The Militant(logo) 
    Vol.62/No.9           March 9, 1998 
 
 
25 And 50 Years Ago  
March 9, 1973
WASHINGTON, D.C. - Two hundred people participated in a White House picket line and joint national steering committee meeting of the National Peace action Coalition (NPAC) and the Student Mobilization Committee (SMC) here today. The antiwar activists from 48 cities in 18 states came to express their determination to remain in the streets demanding a total end to U.S. intervention in Southeast Asia.

A spirited picket line of about 150 circled in front of the White House for about two hours. Two days before the Paris conference to "guarantee the peace" in Vietnam, the demonstrators listed the many ways in which the U.S. remains in Southeast Asia to back up regimes acceptable to Washington: 10,000 civilian advisers in Vietnam, economic and military aid to the Thieu regime, air bases in Thailand, the Seventh Fleet off the coast of Vietnam. Each example was followed with the chant of "Out Now!"

Fran Froehle, who drove 19 hours to get to Washington from Minneapolis, seemed to sum up the feeling of most of the demonstrators. "I don't believe the U.S. is really getting out," she said. "The U.S. is still deeply involved in Vietnam, and we need to keep on having actions like this and educational work."

Abe Bloom and Chuck Petrin were elected as additional national co-coordinators of NPAC. The meeting also sent a telegram to the striking Philadelphia Federation of Teachers, solidarizing with them as victims of war-caused cutbacks in funds for decent education.

March 8, 1948
LOS ANGELES - The long struggle of California farm laborers to achieve organization is being renewed in the heroic strike in Kern County at the Di Giorgio farm corporation, a 20,000-acre fruit ranch. A 19+ mile picket line has been maintained for five months, since last Oct. 1 by 1,100 members of the APL National Farm Laborers Union Local 218 and 125 truck drivers of AFL Teamsters Local 87.
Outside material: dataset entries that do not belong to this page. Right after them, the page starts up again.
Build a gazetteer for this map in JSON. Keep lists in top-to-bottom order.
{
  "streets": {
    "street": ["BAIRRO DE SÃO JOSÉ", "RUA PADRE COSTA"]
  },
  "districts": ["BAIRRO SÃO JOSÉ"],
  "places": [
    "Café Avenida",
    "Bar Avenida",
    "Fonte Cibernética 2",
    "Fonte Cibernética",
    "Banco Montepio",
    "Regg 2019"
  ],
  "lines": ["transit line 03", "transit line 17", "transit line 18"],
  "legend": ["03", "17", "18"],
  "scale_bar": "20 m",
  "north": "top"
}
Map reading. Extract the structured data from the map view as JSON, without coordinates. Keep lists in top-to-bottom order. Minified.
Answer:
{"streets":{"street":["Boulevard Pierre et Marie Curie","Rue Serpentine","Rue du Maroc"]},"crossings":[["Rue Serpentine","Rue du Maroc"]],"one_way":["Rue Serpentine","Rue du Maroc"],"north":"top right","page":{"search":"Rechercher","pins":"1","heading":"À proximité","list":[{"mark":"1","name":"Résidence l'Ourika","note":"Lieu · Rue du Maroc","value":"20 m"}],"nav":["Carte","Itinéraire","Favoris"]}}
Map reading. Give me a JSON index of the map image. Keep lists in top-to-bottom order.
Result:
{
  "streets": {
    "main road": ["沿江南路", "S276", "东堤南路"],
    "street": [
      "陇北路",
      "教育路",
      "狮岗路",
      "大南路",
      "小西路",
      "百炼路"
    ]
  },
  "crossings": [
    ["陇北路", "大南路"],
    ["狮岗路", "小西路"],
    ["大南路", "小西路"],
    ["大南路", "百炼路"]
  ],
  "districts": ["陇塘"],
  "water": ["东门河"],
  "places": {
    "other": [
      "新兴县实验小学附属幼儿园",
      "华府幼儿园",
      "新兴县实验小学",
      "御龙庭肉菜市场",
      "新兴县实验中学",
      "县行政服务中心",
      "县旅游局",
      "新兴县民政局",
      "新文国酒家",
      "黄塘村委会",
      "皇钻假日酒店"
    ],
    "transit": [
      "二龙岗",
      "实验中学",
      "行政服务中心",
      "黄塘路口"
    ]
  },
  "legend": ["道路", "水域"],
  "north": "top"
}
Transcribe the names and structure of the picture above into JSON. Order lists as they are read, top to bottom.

In addition to the solidarity and fighting spirit of the strikers, has been the aid and assistance given by the AFL, which has brought the help of the city workers to the farm workers. This help reached a high point on Feb. 6 when the AFL brought a Friendship Train of its own to the strikers, a caravan of some 250 cars and trucks bearing 1,000 AFL members $20,000 worth of food and $6,000 in cash.

The landowners know what is at stake. The example of successful struggle being waged at the Di Giorgio ranch through the unity of the farm and city workers opens the gates to organization of some 350,000 California agricultural workers.

Some were drawn into the city during the war and afterwards returned to the fields. Most had no previous trade union experience. A few did, however, and they play an important part in the union.